### What needs to be done
Copy each line from the records below in which the word "width" is found.

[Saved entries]
Segment Open
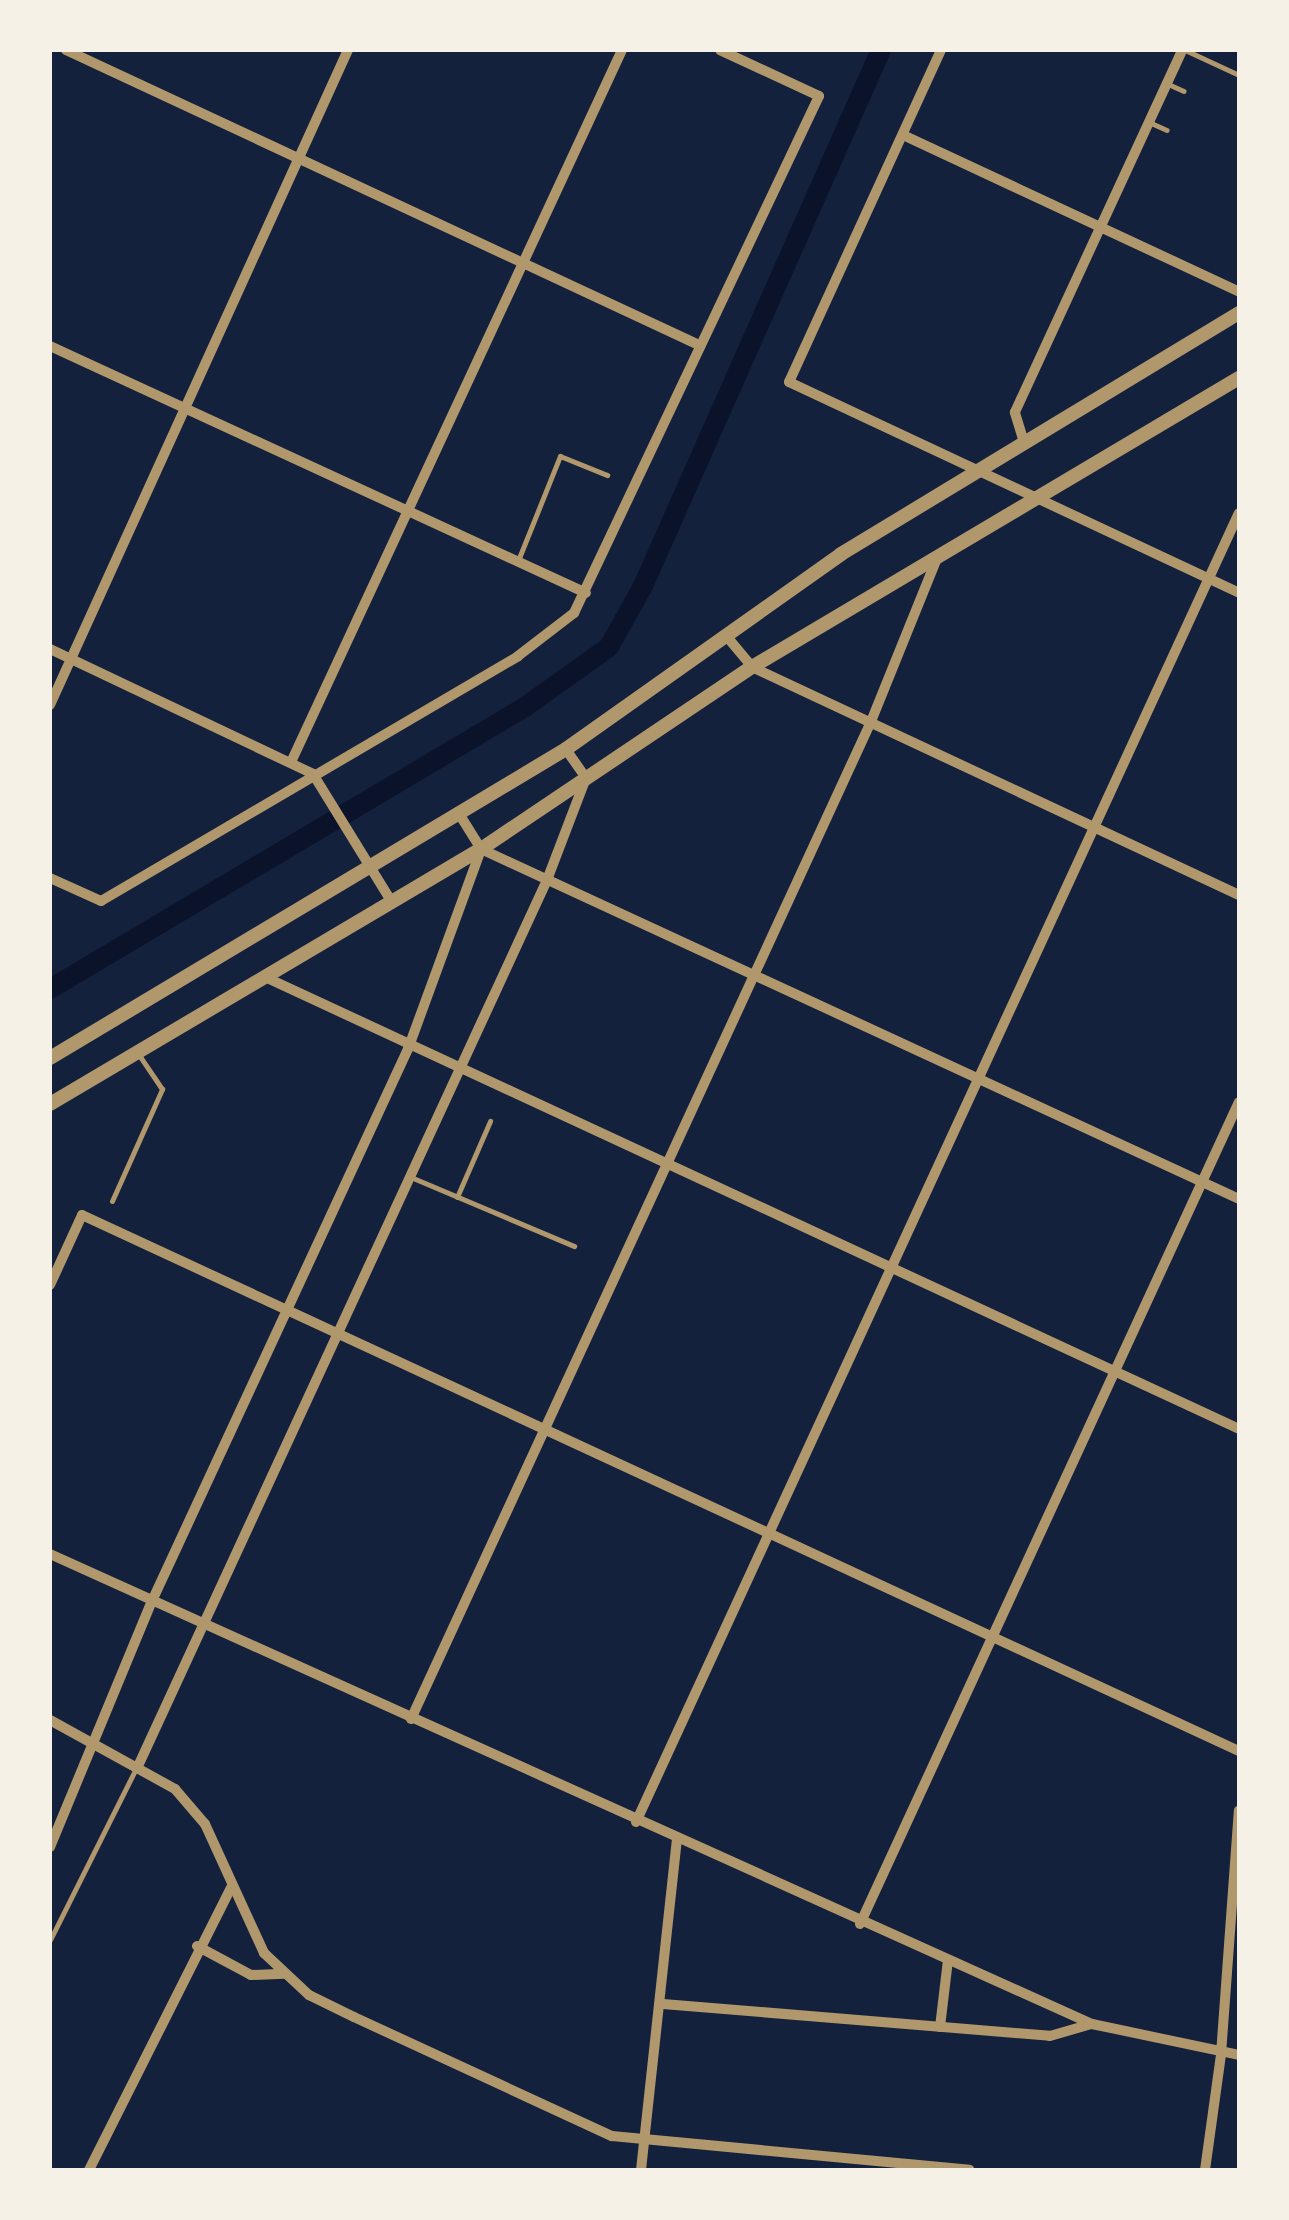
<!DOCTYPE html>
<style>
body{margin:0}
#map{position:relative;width:1289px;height:2220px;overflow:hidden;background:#14213d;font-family:"DM Sans",sans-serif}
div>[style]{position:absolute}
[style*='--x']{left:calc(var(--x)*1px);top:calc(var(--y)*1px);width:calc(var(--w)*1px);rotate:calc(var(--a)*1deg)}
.canal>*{height:20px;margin:-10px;padding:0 10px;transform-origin:10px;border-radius:10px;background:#0b132b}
.service>*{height:5px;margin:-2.5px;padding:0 2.5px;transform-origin:2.5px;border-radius:2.5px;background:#b1986c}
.minor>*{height:10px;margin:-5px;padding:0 5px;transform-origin:5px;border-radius:5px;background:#b1986c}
.tertiary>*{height:14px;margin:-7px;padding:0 7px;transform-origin:7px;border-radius:7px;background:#b1986c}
span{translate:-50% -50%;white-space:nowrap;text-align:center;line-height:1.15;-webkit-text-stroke:8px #f6f1e7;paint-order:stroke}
.frame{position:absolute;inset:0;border:52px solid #f6f1e7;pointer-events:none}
</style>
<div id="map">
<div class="canal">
<div style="--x:50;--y:989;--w:552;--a:-30.7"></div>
<div style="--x:525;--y:707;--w:103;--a:-35.5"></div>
<div style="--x:609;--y:647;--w:70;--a:-60.9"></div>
<div style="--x:643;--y:586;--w:586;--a:-66.06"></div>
</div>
<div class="service">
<div style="--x:1185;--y:50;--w:60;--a:24.8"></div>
<div style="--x:1168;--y:84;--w:17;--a:24"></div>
<div style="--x:1151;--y:123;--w:17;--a:24"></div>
<div style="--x:519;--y:558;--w:110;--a:-68.1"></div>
<div style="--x:560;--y:456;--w:51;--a:22"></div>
<div style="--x:413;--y:1178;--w:175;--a:22.9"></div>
<div style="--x:457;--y:1197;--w:83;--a:-66.5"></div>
<div style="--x:112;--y:1201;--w:123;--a:-65.9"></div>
<div style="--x:162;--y:1089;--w:40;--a:-124"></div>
<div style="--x:50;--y:1940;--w:195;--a:-63.4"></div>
</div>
<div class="minor">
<div style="--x:66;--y:50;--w:698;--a:24.99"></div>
<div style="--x:941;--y:50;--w:365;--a:114.6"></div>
<div style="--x:789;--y:382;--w:497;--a:25.1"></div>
<div style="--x:903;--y:135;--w:371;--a:25"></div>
<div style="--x:50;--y:346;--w:590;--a:24.74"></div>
<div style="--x:1023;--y:439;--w:28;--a:-107"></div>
<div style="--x:1015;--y:412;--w:399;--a:-65.2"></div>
<div style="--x:728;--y:638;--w:38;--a:50"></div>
<div style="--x:752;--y:667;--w:538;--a:25.09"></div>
<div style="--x:50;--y:649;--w:291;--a:25.4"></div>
<div style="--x:313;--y:774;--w:149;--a:58.4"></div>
<div style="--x:50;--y:705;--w:720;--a:-65.54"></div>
<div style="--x:292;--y:760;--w:783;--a:-65.07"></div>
<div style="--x:458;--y:812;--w:44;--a:58.1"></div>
<div style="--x:481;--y:849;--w:835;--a:24.78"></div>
<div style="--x:50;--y:878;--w:56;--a:24.3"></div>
<div style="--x:101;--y:901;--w:484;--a:-30.4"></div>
<div style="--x:518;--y:656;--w:71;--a:-37.5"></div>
<div style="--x:574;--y:613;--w:572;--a:-64.64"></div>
<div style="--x:819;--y:96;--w:109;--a:-155.1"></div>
<div style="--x:265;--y:977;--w:1074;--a:24.89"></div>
<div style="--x:50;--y:1285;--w:77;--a:-65.4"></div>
<div style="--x:82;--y:1215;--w:1275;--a:24.86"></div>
<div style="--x:50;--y:1554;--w:1143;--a:24.28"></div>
<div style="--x:1092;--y:2024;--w:150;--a:11.9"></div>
<div style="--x:411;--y:1719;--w:1096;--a:-65.24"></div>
<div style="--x:870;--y:724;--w:176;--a:-68"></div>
<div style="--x:50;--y:1720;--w:143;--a:28.9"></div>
<div style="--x:175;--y:1789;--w:46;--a:49.4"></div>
<div style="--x:205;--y:1824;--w:142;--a:65.4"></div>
<div style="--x:264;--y:1953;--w:62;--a:43"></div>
<div style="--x:309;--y:1995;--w:50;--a:26.1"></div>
<div style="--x:354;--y:2017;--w:284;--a:24.8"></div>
<div style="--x:612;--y:2136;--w:359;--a:5.4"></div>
<div style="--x:139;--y:1764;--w:974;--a:-65.22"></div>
<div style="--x:547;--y:880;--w:109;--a:-69.1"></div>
<div style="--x:586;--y:778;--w:35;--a:-125"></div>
<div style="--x:636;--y:1822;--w:1441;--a:-65.27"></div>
<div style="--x:50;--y:1847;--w:266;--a:-67.5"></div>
<div style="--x:152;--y:1601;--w:608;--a:-65.12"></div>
<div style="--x:408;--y:1049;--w:213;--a:-69.9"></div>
<div style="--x:860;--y:1924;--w:905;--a:-65.25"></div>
<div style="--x:197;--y:1946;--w:61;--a:28.2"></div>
<div style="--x:251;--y:1975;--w:33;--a:-2"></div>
<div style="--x:663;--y:2004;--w:388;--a:4.7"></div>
<div style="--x:1050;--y:2036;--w:43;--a:-16.3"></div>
<div style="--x:940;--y:2027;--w:67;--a:-83.2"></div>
<div style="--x:89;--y:2170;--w:316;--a:-63.3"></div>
<div style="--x:641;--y:2170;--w:331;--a:-83.8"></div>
<div style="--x:1205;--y:2170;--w:117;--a:-82.1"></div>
<div style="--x:1221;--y:2054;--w:244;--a:-85.8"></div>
</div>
<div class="tertiary">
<div style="--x:50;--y:1058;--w:601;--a:-30.91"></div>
<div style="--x:566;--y:749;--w:337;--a:-35.3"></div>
<div style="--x:841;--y:554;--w:465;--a:-31.2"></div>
<div style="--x:50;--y:1104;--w:501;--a:-30.61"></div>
<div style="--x:481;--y:849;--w:326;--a:-33.9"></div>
<div style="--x:752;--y:667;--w:566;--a:-30.69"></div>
</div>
<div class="frame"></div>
</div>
Segment Closed
### Exercise output
#map{position:relative;width:1289px;height:2220px;overflow:hidden;background:#14213d;font-family:"DM Sans",sans-serif}
[style*='--x']{left:calc(var(--x)*1px);top:calc(var(--y)*1px);width:calc(var(--w)*1px);rotate:calc(var(--a)*1deg)}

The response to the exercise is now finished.